The minutes of the meeting show that the Fed may raise interest rates in advance and start "shrinking the table"
Xinhua News Agency, Washington, January 5 (Reporter Xu Yuan Gao Pan) The minutes of the December 2021 monetary policy meeting released by the Federal Reserve Board on January 5 showed that under the background of the strong US economy and rising inflation, the Federal Reserve may raise the federal funds rate ahead of schedule, and then start the process of reducing its balance sheet.
According to the minutes of the meeting, Fed officials generally pointed out that considering the US economy, labor market and inflation situation, the ultra-loose monetary policy implemented at the initial stage of the COVID-19 epidemic is no longer reasonable, and it may be necessary to raise the federal funds rate earlier than expected. Almost all the officials attending the meeting agreed that it "may be appropriate" to start the process of "shrinking the table" at some point after the first interest rate hike. Some officials attending the meeting supported the "relatively soon" start to "shrink the table" after starting to raise interest rates.

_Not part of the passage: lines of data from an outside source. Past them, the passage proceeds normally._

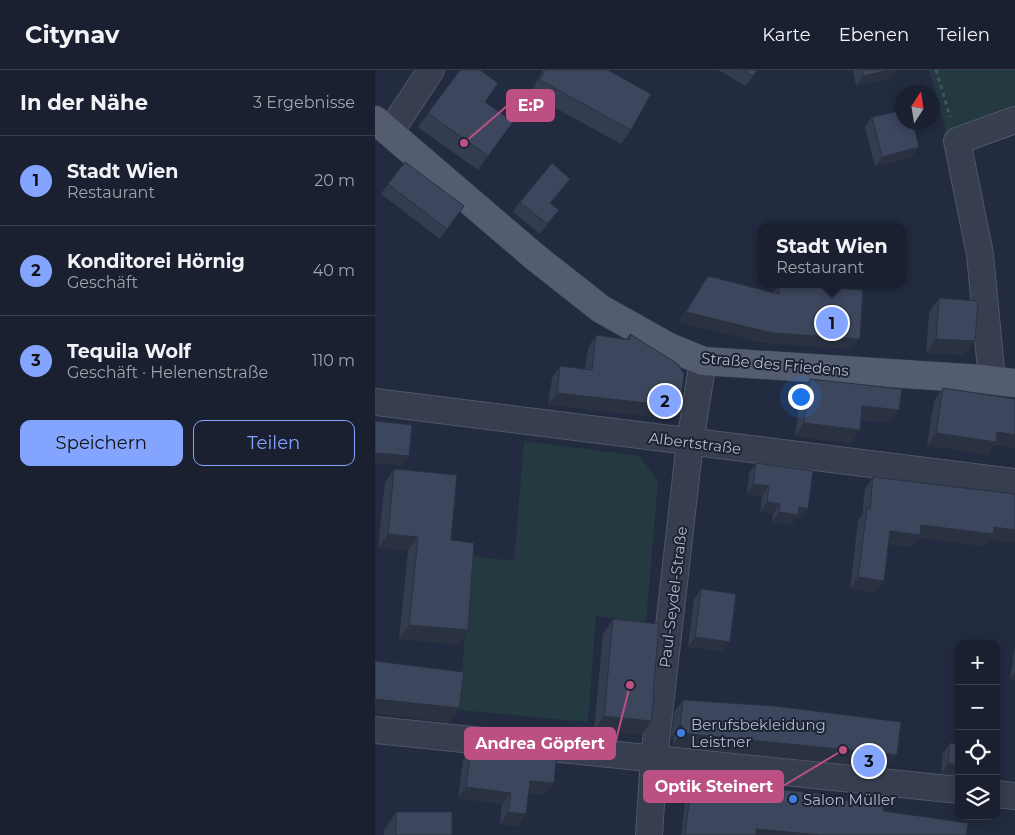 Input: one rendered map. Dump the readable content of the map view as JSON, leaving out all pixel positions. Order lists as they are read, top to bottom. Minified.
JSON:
{"streets":{"main road":["Straße des Friedens"],"street":["Albertstraße","Paul-Seydel-Straße"]},"crossings":[["Straße des Friedens","Paul-Seydel-Straße"],["Albertstraße","Paul-Seydel-Straße"]],"places":["E:P","Andrea Göpfert","Berufsbekleidung Leistner","Optik Steinert","Salon Müller"],"north":"top","page":{"header":"Citynav","nav":["Karte","Ebenen","Teilen"],"heading":["In der Nähe","3 Ergebnisse"],"list":[{"mark":"1","name":"Stadt Wien","note":"Restaurant","value":"20 m"},{"mark":"2","name":"Konditorei Hörnig","note":"Geschäft","value":"40 m"},{"mark":"3","name":"Tequila Wolf","note":"Geschäft · Helenenstraße","value":"110 m"}],"popup":["Stadt Wien","Restaurant"],"pins":["1","2","3"],"buttons":["Speichern","Teilen"],"map_buttons":["+","−"]}} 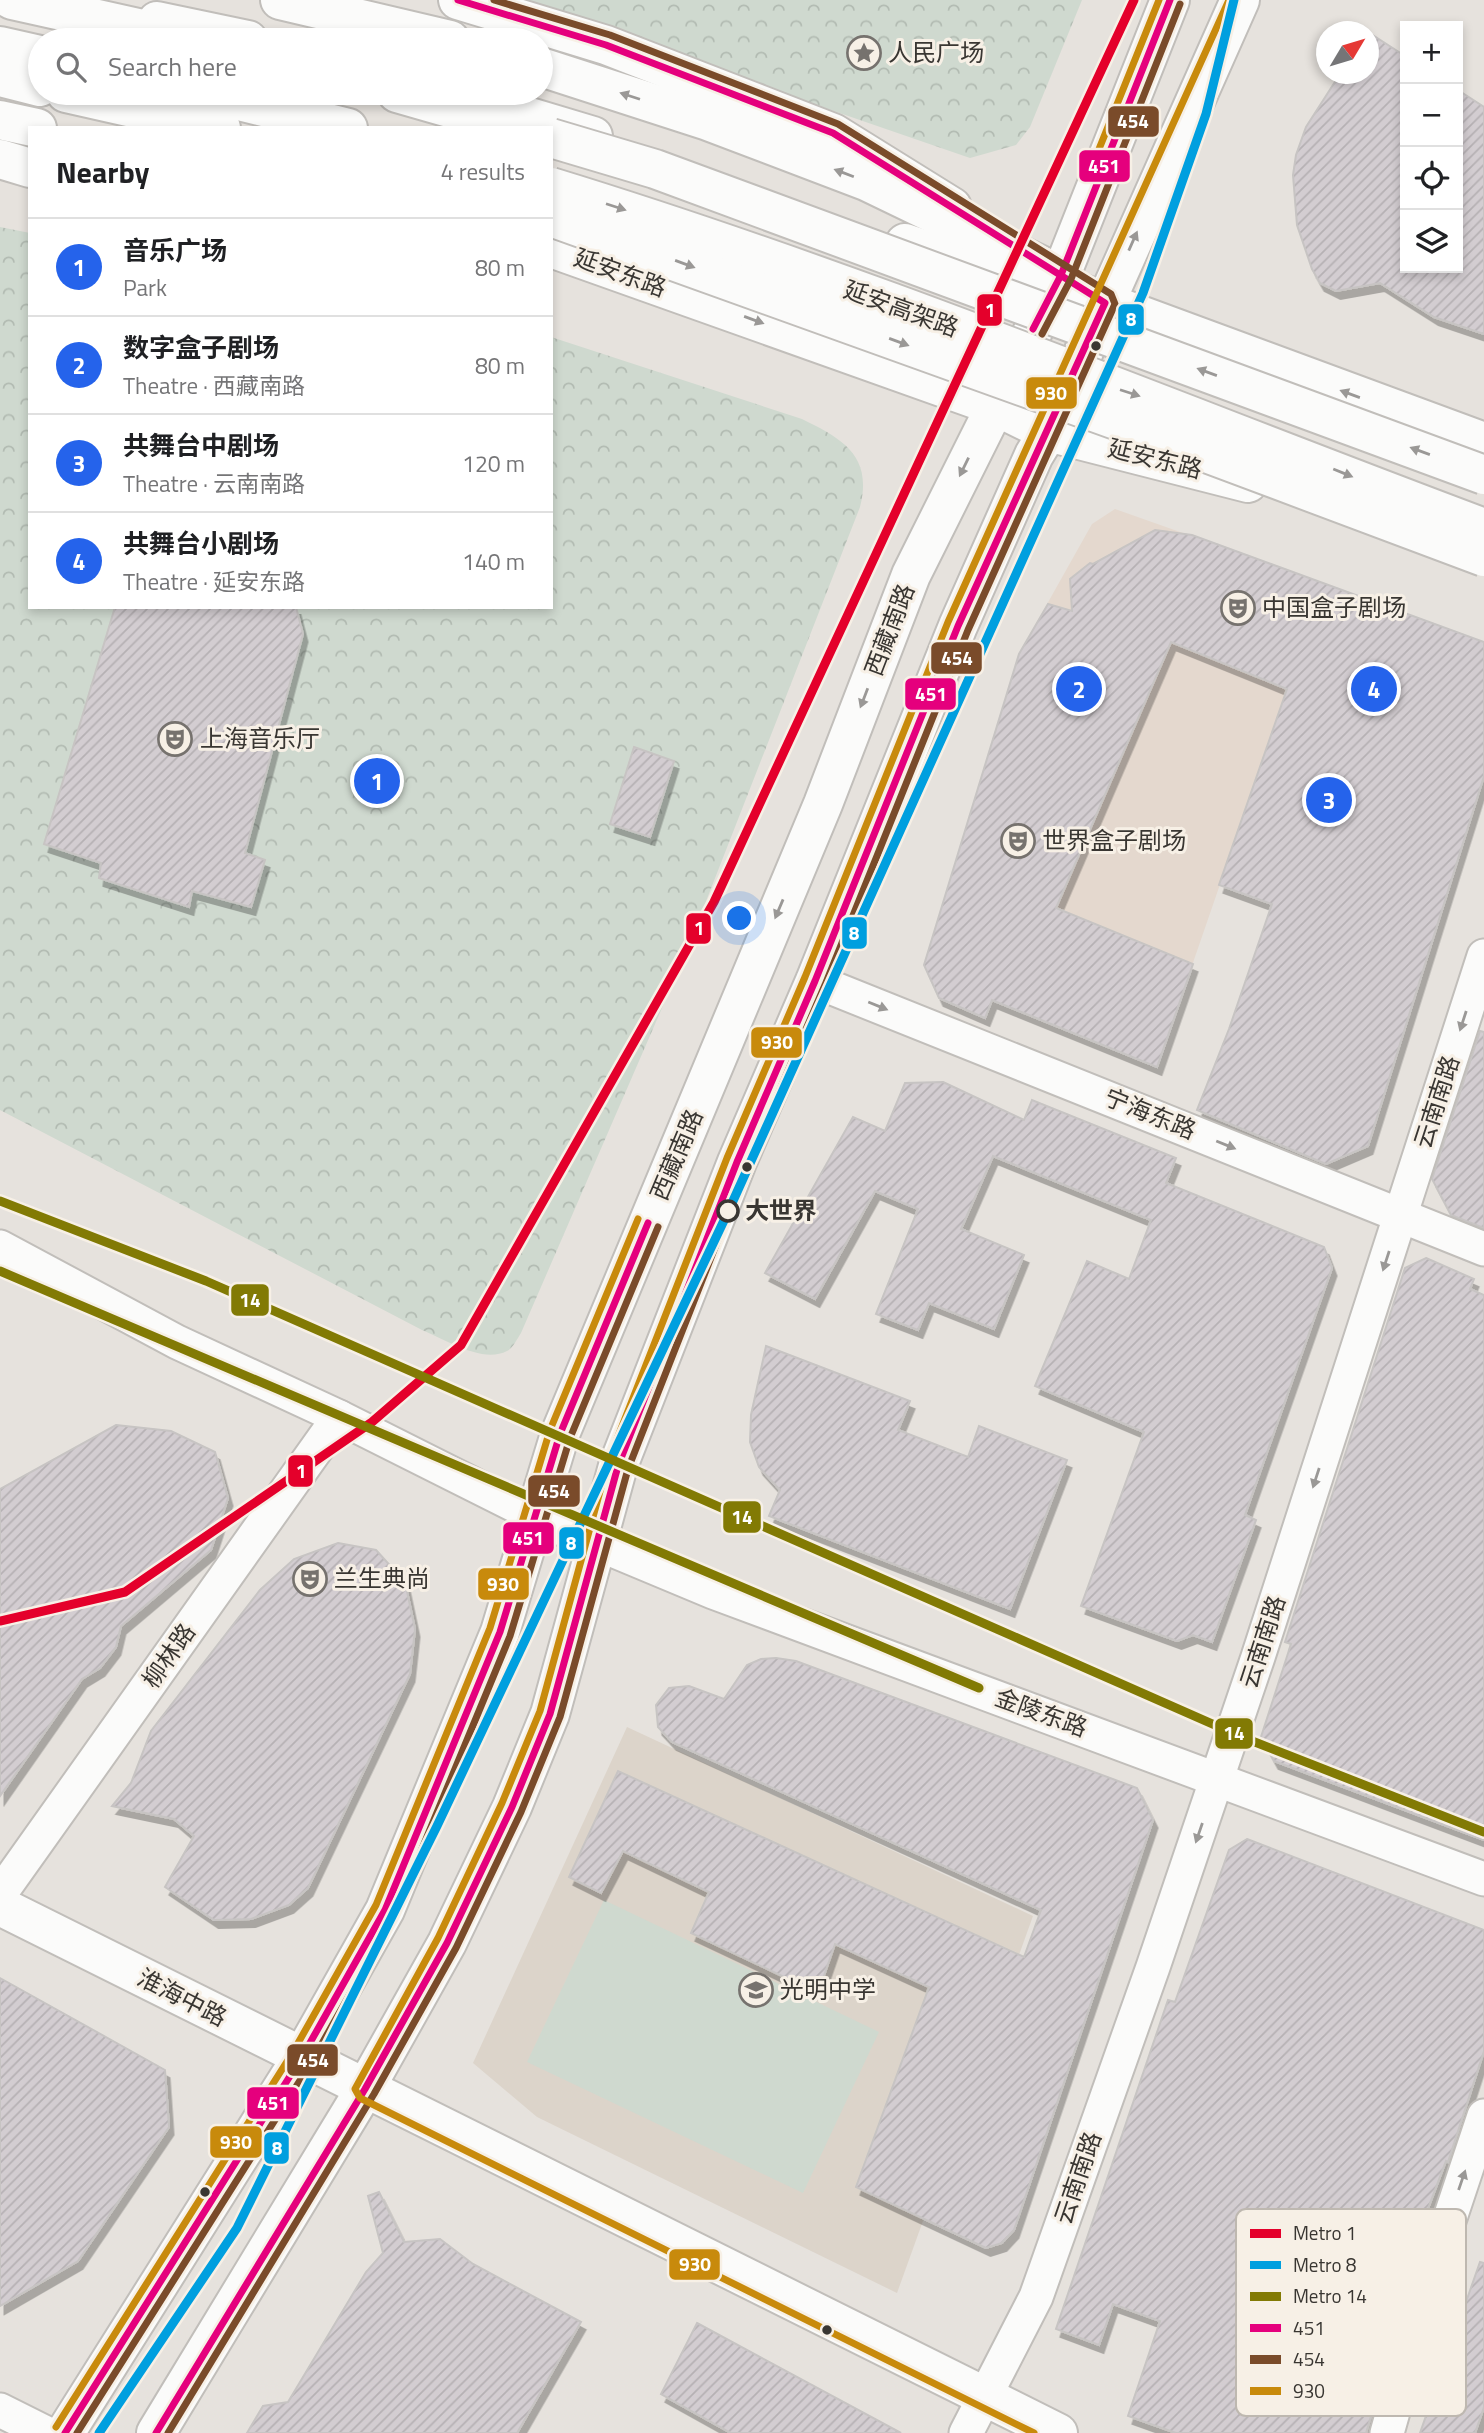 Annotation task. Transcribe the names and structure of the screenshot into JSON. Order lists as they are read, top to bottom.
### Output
{
  "streets": {
    "main road": [
      "延安东路",
      "延安高架路",
      "西藏南路",
      "淮海中路"
    ],
    "street": [
      "云南南路",
      "宁海东路",
      "柳林路",
      "金陵东路"
    ]
  },
  "crossings": [
    ["延安东路", "西藏南路"],
    ["西藏南路", "金陵东路"],
    ["西藏南路", "淮海中路"],
    ["云南南路", "宁海东路"],
    ["云南南路", "金陵东路"],
    ["云南南路", "淮海中路"],
    ["柳林路", "金陵东路"]
  ],
  "one_way": ["云南南路", "宁海东路"],
  "places": {
    "place": ["人民广场"],
    "theatre": [
      "中国盒子剧场",
      "上海音乐厅",
      "世界盒子剧场",
      "兰生典尚"
    ],
    "other": ["大世界"],
    "school or university": ["光明中学"]
  },
  "lines": [
    "metro line 1",
    "metro line 8",
    "transit line 451",
    "transit line 454",
    "transit line 930",
    "metro line 14"
  ],
  "legend": [
    "Metro 1",
    "Metro 8",
    "Metro 14",
    "451",
    "454",
    "930"
  ],
  "north": "top right",
  "page": {
    "map_buttons": ["+", "−"],
    "search": "Search here",
    "heading": ["Nearby", "4 results"],
    "list": [
      {
        "mark": "1",
        "name": "音乐广场",
        "note": "Park",
        "value": "80 m"
      },
      {
        "mark": "2",
        "name": "数字盒子剧场",
        "note": "Theatre · 西藏南路",
        "value": "80 m"
      },
      {
        "mark": "3",
        "name": "共舞台中剧场",
        "note": "Theatre · 云南南路",
        "value": "120 m"
      },
      {
        "mark": "4",
        "name": "共舞台小剧场",
        "note": "Theatre · 延安东路",
        "value": "140 m"
      }
    ],
    "pins": [
      "2",
      "4",
      "1",
      "3"
    ]
  }
} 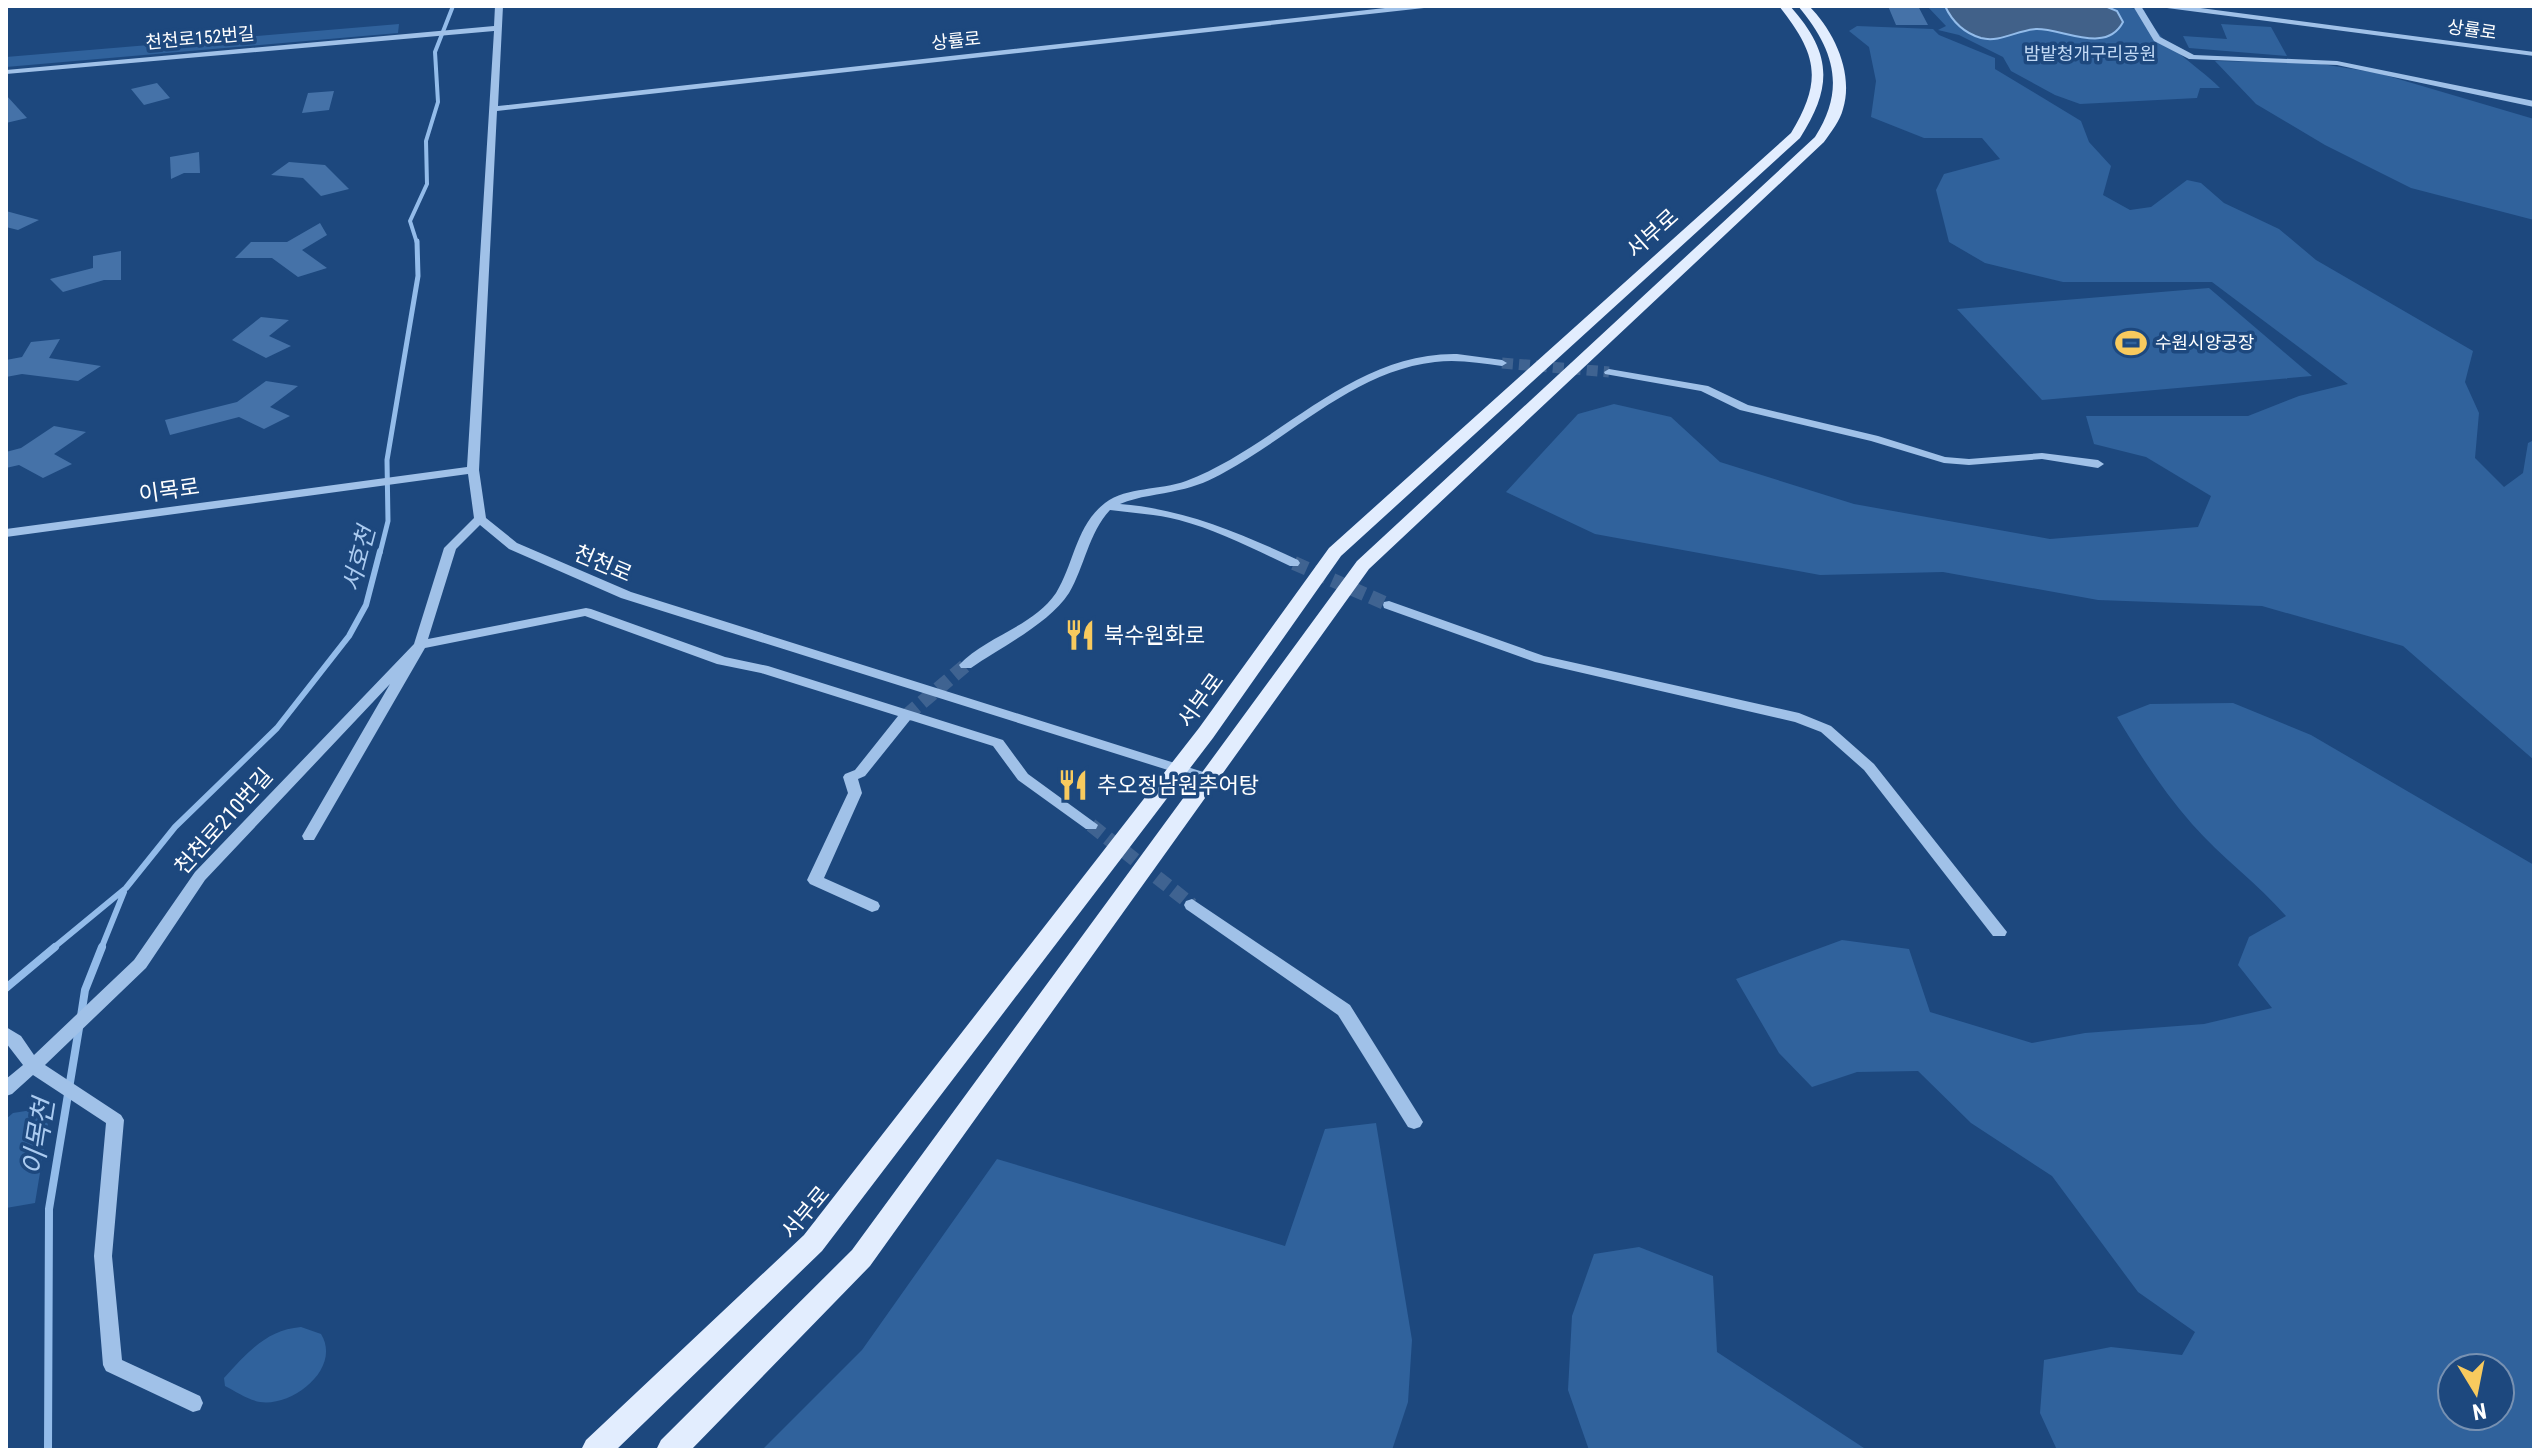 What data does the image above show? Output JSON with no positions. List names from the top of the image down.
{
  "streets": {
    "main road": ["서부로"],
    "street": [
      "상률로",
      "천천로152번길",
      "이목로",
      "천천로",
      "천천로210번길"
    ]
  },
  "crossings": [
    ["서부로", "천천로"],
    ["천천로", "천천로210번길"]
  ],
  "water": ["서호천", "이목천"],
  "parks": ["밤밭청개구리공원"],
  "places": {
    "sports": ["수원시양궁장"],
    "restaurant": ["북수원화로", "추오정남원추어탕"]
  },
  "north": "bottom"
} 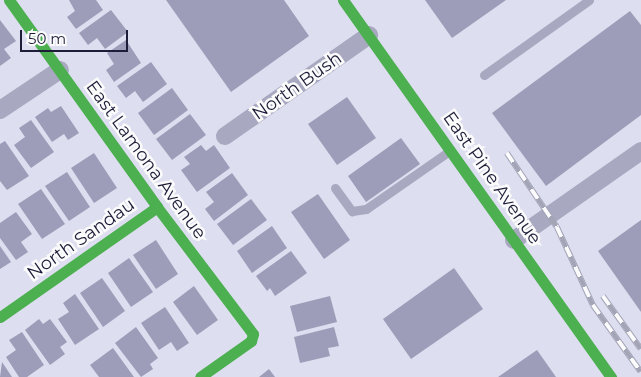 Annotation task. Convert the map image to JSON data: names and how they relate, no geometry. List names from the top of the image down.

The minutes of the meeting show that the high price level in the United States has aroused the high vigilance and concern of Fed officials. Fed officials generally believe that rising prices increase the risk of worsening inflation, and the emergence of the mutant Covid-19 Omicron strain may aggravate this risk. At the same time, rising housing costs and rents, broader wage growth and longer-term global supply bottlenecks may all change the inflation outlook. Some officials at the meeting pointed out that the Fed has reason to adopt a "less loose monetary policy stance" in the future.
The Federal Reserve held a monetary policy meeting on December 14-15, 2021, and announced that it would expand the scale of asset purchases and reduce them to $30 billion every month. At this rate, the Fed will end its asset purchases in mid-March this year. At the same time, 18 members of the Federal Open Market Committee of the Federal Reserve agreed that the Fed will raise the target range of the federal funds interest rate at least once this year, and 10 of them are expected to raise the interest rate level to 0.75% to 1% three times.
Analysts believe that although the Fed did not clearly indicate when to raise interest rates, it released a signal that it might raise interest rates in advance. According to data from the Chicago Mercantile Exchange, it is widely expected that the Fed will raise interest rates for the first time in March this year, start the second rate hike in June or July, and complete the third rate hike in November or December.
According to the minutes of the meeting, the Fed has not made a decision on when to start selling its nearly $8.3 trillion in US Treasury bonds and mortgage-backed securities. However, some experts predict that the process of "shrinking the table" may begin before this summer at the earliest.